------ DATA SUPPLIED

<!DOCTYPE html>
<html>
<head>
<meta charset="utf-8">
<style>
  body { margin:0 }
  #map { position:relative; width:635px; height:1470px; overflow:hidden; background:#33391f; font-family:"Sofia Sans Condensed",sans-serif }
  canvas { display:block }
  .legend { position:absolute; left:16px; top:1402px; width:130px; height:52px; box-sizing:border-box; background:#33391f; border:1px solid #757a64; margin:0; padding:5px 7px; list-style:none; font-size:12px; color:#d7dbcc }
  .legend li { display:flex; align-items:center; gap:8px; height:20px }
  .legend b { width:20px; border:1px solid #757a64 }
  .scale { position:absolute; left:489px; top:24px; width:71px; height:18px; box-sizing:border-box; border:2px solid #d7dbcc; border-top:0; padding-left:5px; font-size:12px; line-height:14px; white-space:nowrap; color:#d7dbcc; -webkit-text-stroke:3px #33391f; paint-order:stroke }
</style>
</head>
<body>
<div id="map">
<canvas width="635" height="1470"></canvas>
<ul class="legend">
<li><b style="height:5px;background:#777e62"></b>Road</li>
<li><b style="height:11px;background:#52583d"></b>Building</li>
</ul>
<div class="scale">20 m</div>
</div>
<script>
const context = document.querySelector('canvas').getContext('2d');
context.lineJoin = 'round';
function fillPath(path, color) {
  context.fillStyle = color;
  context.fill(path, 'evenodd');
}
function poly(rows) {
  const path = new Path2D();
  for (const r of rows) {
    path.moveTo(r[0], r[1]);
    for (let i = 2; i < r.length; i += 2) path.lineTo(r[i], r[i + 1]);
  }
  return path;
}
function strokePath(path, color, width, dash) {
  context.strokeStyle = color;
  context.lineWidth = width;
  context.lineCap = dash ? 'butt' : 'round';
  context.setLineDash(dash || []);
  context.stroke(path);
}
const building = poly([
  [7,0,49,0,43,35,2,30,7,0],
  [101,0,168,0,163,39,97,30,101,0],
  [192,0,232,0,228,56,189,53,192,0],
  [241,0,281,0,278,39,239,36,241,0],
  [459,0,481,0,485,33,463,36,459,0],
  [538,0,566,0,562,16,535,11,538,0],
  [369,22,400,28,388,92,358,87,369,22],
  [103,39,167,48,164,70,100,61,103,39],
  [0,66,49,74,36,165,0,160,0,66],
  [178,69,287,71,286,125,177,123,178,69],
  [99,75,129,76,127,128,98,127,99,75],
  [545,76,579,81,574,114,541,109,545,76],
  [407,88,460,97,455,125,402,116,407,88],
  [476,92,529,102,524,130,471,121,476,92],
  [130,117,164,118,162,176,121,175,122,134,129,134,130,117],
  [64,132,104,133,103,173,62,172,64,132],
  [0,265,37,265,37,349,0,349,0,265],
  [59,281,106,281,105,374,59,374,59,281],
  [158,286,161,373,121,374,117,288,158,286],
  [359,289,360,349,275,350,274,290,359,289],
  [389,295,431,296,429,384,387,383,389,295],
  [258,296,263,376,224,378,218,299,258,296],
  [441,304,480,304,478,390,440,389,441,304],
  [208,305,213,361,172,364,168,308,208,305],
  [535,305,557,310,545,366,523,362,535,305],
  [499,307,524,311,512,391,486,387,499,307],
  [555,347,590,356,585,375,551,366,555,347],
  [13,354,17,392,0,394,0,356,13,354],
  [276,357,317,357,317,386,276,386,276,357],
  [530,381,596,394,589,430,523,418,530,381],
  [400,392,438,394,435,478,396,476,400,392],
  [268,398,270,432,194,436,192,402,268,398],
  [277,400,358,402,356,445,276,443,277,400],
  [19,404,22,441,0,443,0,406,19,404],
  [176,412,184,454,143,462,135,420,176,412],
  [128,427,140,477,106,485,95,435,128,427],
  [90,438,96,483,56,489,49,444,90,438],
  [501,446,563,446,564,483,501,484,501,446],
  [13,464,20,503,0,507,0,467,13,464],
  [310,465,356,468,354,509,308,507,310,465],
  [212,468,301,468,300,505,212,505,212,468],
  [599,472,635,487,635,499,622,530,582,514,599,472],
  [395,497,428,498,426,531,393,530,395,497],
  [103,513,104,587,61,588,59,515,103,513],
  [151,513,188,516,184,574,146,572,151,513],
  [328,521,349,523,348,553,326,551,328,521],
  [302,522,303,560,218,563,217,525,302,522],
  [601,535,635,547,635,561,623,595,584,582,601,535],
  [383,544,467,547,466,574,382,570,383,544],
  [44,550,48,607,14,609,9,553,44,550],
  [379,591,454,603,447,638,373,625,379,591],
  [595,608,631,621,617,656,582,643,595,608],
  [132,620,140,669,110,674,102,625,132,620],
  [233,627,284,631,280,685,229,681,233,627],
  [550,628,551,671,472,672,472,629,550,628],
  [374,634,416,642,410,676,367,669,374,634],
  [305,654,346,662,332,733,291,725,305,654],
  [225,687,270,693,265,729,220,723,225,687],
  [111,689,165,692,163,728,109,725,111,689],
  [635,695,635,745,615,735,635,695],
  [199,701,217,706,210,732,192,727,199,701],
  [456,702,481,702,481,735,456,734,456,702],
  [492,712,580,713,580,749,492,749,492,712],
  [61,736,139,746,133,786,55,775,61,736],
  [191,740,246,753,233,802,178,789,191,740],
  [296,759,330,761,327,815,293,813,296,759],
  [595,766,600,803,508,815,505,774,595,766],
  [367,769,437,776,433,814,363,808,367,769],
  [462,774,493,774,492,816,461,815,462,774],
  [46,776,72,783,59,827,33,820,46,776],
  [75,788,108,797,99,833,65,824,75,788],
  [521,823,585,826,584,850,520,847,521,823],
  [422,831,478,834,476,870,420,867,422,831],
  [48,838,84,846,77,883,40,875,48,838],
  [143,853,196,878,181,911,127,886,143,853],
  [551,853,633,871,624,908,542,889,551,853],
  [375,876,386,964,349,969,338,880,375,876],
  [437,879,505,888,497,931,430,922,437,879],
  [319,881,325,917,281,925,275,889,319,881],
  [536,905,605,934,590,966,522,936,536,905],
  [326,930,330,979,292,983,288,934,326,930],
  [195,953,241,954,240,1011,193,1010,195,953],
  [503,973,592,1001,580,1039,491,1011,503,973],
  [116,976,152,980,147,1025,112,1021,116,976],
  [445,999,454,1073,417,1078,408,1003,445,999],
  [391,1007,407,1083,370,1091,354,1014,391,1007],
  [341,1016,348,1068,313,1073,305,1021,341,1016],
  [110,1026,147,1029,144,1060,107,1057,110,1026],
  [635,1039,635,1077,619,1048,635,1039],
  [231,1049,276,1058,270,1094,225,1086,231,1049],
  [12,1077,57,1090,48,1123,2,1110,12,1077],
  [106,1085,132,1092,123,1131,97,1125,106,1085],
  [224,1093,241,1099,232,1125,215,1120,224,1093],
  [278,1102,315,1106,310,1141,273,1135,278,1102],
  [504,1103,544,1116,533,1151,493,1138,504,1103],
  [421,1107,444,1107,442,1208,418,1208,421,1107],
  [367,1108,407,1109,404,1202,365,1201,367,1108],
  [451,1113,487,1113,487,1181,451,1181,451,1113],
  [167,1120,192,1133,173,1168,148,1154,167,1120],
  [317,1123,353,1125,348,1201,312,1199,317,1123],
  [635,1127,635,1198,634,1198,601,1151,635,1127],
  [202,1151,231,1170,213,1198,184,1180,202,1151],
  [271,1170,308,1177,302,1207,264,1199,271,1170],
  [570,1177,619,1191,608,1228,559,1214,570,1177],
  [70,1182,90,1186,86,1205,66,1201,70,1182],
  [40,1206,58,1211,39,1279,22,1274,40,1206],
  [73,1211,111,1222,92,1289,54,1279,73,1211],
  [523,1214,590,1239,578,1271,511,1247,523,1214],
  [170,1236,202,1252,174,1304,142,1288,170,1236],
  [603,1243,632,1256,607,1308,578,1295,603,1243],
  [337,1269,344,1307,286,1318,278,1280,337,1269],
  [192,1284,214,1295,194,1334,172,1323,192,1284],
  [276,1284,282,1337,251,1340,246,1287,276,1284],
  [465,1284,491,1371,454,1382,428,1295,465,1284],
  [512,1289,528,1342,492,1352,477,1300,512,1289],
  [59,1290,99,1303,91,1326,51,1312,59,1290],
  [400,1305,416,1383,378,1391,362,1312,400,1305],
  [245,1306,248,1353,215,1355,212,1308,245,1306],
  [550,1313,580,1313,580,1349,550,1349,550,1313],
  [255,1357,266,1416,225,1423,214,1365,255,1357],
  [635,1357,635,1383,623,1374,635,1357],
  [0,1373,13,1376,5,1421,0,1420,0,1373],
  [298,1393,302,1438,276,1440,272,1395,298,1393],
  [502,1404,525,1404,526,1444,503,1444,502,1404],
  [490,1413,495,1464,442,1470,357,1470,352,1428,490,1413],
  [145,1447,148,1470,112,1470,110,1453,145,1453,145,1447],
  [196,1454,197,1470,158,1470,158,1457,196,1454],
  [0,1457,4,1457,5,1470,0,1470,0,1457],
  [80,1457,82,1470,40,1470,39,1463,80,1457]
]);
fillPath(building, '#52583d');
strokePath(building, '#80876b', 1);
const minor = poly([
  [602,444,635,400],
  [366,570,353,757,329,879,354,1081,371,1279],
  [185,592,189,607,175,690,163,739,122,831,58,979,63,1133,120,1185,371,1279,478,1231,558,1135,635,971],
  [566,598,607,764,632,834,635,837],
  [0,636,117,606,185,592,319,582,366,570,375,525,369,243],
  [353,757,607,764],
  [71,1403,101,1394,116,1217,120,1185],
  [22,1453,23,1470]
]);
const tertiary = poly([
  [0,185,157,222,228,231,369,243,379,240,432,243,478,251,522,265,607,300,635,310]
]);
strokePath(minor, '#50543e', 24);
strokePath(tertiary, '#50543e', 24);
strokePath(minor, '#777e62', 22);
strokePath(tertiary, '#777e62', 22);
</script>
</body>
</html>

------------

» **TASK TO COMPLETE**: The required answer is each line of the data in which the word "solid" appears.

» **COMPLETED TASK**:
  .legend { position:absolute; left:16px; top:1402px; width:130px; height:52px; box-sizing:border-box; background:#33391f; border:1px solid #757a64; margin:0; padding:5px 7px; list-style:none; font-size:12px; color:#d7dbcc }
  .legend b { width:20px; border:1px solid #757a64 }
  .scale { position:absolute; left:489px; top:24px; width:71px; height:18px; box-sizing:border-box; border:2px solid #d7dbcc; border-top:0; padding-left:5px; font-size:12px; line-height:14px; white-space:nowrap; color:#d7dbcc; -webkit-text-stroke:3px #33391f; paint-order:stroke }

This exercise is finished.